Consider the entries given below. Count the lines that include "Oneida" and give only the count.

Extracted data entries
◆ ◆ ◆ ◆

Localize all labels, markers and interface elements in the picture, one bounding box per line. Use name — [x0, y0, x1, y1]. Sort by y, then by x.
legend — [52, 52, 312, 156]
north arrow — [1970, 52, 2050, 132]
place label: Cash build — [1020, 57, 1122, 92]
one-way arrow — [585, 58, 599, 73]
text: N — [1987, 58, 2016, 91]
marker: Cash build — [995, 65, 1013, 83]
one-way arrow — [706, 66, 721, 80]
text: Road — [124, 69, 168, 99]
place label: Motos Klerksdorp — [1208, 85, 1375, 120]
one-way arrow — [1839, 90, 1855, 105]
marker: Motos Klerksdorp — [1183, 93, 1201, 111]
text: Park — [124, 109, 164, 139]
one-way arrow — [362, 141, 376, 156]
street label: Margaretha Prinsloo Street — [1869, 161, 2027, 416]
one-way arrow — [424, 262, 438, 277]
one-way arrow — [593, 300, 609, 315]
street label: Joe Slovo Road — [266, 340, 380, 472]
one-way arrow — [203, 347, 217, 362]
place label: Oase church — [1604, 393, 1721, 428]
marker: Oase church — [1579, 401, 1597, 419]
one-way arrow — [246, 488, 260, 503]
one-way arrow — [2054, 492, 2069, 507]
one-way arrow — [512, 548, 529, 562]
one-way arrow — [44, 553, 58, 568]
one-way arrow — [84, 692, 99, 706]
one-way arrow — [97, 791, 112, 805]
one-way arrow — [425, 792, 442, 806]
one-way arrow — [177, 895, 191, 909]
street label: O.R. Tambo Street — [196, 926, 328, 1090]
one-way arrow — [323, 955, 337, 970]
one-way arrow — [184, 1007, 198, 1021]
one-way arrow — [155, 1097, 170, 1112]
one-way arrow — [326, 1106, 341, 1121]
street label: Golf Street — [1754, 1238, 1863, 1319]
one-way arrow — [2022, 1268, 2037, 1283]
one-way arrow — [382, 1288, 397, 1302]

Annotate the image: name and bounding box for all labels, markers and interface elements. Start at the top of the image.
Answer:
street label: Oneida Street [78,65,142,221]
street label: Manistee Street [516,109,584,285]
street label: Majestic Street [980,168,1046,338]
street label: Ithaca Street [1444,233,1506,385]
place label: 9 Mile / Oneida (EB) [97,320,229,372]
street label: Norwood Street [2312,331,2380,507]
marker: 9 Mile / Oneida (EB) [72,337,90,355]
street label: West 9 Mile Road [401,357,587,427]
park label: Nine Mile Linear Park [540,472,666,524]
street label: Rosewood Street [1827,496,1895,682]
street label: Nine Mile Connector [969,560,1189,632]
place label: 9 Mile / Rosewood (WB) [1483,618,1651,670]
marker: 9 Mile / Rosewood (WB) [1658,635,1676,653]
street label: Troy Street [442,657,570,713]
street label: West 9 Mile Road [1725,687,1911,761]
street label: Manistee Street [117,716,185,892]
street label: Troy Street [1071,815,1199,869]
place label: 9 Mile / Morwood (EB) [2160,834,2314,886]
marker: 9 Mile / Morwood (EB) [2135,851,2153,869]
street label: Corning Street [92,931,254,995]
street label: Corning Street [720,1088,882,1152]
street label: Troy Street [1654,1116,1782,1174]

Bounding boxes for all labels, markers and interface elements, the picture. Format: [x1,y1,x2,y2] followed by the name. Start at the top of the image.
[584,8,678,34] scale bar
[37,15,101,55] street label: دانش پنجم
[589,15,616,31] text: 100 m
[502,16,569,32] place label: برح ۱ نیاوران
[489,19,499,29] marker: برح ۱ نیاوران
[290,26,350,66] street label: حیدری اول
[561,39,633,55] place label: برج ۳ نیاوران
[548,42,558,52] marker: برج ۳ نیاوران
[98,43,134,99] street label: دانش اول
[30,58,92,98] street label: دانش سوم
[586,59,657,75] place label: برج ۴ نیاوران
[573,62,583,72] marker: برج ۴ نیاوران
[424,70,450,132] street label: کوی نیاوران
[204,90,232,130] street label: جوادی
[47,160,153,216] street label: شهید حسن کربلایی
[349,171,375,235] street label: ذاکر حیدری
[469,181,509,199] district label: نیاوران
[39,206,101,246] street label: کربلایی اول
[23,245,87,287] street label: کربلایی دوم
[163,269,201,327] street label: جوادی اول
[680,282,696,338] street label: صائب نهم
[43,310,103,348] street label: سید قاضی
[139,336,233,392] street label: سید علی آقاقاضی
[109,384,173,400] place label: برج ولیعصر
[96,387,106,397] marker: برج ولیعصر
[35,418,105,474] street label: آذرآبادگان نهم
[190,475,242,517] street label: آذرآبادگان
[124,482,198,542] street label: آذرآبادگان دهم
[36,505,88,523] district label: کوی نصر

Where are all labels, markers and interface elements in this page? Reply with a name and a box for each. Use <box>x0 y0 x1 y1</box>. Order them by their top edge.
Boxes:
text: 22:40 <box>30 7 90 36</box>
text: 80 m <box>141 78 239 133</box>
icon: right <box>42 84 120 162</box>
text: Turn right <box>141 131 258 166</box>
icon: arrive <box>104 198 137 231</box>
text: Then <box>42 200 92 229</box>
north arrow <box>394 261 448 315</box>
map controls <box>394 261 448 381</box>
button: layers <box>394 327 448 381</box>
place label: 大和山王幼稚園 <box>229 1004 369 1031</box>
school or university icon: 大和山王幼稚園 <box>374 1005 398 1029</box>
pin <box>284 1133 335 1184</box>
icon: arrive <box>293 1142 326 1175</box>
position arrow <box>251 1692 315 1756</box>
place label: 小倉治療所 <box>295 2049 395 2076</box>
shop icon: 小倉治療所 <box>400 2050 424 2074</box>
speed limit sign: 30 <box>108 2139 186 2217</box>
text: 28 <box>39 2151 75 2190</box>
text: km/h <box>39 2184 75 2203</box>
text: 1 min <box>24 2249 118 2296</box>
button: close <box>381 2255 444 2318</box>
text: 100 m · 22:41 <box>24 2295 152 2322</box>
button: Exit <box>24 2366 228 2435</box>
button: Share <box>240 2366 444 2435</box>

◆ ◆ ◆ ◆

-- SOLVED PROBLEM --
3